What you have to do:
As the answer, give every line of the records that includes the word "none".

Entries provided:
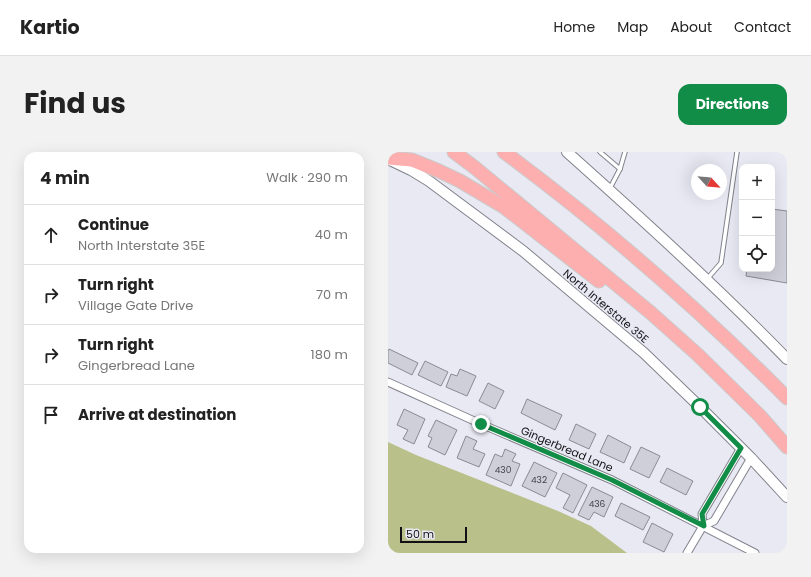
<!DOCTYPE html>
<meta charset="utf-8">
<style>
body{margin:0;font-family:Poppins,sans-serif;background:#f2f2f2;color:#222}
.controls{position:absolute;right:12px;top:12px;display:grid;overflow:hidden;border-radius:8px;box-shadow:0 4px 16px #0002}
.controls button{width:36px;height:36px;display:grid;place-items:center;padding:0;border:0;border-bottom:1px solid #e0e0e0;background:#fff;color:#222;font:20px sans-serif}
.compass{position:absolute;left:303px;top:12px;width:36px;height:36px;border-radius:50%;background:#fff;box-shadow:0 4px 16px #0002;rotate:116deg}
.scale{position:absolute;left:12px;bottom:10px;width:67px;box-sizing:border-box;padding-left:4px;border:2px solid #121216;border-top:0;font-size:11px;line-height:14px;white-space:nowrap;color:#121216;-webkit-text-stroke:3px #e9e9f4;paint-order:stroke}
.stop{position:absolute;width:12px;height:12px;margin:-9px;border:3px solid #118d48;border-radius:50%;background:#fff}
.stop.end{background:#118d48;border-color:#fff;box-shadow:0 1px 4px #0008}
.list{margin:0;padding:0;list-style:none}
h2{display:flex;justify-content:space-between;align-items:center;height:52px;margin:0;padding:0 16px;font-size:17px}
h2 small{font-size:13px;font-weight:400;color:#767676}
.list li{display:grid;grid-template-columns:26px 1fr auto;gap:12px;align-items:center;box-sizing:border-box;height:60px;padding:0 16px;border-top:1px solid #e0e0e0}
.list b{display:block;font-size:15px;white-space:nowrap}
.list p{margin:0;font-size:13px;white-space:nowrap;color:#767676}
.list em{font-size:13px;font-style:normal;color:#767676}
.icon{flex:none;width:22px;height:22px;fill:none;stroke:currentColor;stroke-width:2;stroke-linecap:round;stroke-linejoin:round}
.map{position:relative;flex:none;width:399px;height:401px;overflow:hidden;border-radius:12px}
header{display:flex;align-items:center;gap:24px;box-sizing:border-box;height:56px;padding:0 20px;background:#fff;border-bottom:1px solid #e0e0e0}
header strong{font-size:19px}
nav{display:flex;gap:22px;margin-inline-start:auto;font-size:14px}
.intro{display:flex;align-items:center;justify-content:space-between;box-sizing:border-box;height:96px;padding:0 24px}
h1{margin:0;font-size:28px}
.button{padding:10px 18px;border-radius:12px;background:#118d48;color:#fff;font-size:14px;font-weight:700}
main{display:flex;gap:24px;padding:0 24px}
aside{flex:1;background:#fff;border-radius:12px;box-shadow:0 4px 16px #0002}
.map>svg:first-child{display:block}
.green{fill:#b9c08a}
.building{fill:#cfcfda;stroke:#8a8a94}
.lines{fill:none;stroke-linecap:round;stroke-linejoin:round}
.lane-casing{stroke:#82828c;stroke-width:5.5}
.street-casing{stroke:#82828c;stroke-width:9}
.secondary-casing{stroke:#82828c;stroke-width:12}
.highway-casing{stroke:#cbcbcc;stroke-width:15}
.lane{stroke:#fff;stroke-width:3.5}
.street{stroke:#fff;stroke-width:7}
.secondary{stroke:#fff;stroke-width:10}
.highway{stroke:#fdaeaf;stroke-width:13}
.route{stroke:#118d48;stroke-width:5}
.labels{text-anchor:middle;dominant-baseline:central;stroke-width:3;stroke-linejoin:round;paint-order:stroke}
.number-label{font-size:9px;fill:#414147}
.street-label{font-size:11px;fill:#121216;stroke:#e9e9f4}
</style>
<header>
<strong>Kartio</strong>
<nav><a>Home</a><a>Map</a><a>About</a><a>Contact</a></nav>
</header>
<div class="intro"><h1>Find us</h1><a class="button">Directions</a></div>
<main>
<aside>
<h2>4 min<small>Walk · 290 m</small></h2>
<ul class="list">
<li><svg class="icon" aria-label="ahead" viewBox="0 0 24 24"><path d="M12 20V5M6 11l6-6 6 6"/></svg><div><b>Continue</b><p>North Interstate 35E</p></div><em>40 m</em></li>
<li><svg class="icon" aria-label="right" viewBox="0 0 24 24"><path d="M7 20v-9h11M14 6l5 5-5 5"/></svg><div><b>Turn right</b><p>Village Gate Drive</p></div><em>70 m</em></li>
<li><svg class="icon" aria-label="right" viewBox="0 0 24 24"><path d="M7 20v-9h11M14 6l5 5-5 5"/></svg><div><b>Turn right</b><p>Gingerbread Lane</p></div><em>180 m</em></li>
<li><svg class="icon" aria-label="arrive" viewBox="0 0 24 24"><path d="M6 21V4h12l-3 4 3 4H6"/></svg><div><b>Arrive at destination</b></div></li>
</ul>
</aside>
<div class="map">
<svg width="399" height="401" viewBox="0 0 399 401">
<rect width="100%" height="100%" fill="#e9e9f4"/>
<polygon class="green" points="0,290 28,303 170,359 203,374 239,401 0,401"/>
<g class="building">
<polygon points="384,57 399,59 399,131 358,124 359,117 384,117"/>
<polygon points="1,197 30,211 24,223 0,211 0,199"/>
<polygon points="37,209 60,220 53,234 30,223"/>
<polygon points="72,217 88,224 79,244 58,235 63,222 69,224"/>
<polygon points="100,231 116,239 107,257 91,249"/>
<polygon points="139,247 174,263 167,278 133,261"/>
<polygon points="16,257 37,267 26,292 15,287 20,278 9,273"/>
<polygon points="48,268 69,278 57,303 40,295 44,286 40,284"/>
<polygon points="188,272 208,282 201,297 181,288"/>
<polygon points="220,283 243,295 236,311 212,300"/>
<polygon points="78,284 89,289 85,297 97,302 91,315 69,306"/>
<polygon points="253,295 272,304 261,326 242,317"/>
<polygon points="117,297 128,302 124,309 132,312 123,334 98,323 107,302 114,305"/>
<polygon points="146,310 169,321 157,345 134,334"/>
<polygon points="279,316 305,329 298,343 272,330"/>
<polygon points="175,321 199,333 185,361 175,356 182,343 168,336"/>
<polygon points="204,335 225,345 216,365 206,360 201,368 190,363"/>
<polygon points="233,351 262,365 255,378 227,364"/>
<polygon points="264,371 285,382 276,400 255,390"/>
</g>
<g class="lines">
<defs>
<g id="lane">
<polyline points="212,0 232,17"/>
<polyline points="221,38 232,17 237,0"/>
<polyline points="319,127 333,111 349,0"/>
</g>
<g id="street">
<polyline points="0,230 93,272 224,328 367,401"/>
<polyline points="315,374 314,362 353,296"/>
<polyline points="299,401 315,374 326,369 363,306"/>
</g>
<g id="secondary">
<path d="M179,0C254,67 329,135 399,207"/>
<polyline points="2,8 23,18 41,29 135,99 256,201 312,255 363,306 399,345"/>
</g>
<g id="highway">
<polyline points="66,0 86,15 263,161 310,203 372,264 399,295"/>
<path d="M116,0C217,75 311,157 399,246"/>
<polyline points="0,6 24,8 51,19 72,29 116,55 211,129"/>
</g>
</defs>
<use href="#lane" class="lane-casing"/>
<use href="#street" class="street-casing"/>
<use href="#secondary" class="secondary-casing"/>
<use href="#highway" class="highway-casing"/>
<use href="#lane" class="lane"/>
<use href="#street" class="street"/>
<use href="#secondary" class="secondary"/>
<use href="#highway" class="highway"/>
</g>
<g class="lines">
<polyline class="route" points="93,272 224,328 316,374 314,362 353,296 312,255"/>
</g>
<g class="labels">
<g class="number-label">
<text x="115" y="318">430</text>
<text x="151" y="328">432</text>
<text x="209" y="352">436</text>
</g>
<g class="street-label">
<text transform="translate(218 154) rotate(40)">North Interstate 35E</text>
<text transform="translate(179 297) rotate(23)">Gingerbread Lane</text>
</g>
</g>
</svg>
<div class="controls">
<button>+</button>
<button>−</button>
<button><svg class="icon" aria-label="locate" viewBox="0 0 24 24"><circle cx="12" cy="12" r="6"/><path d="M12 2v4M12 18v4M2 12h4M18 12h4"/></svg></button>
</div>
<svg class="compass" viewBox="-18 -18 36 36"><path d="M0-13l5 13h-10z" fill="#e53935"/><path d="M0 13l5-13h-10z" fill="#767676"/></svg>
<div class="scale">50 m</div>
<div class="stop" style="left:312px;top:255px"></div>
<div class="stop end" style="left:93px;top:272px"></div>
</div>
</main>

Response to this exercise:
.list{margin:0;padding:0;list-style:none}
.icon{flex:none;width:22px;height:22px;fill:none;stroke:currentColor;stroke-width:2;stroke-linecap:round;stroke-linejoin:round}
.map{position:relative;flex:none;width:399px;height:401px;overflow:hidden;border-radius:12px}
.lines{fill:none;stroke-linecap:round;stroke-linejoin:round}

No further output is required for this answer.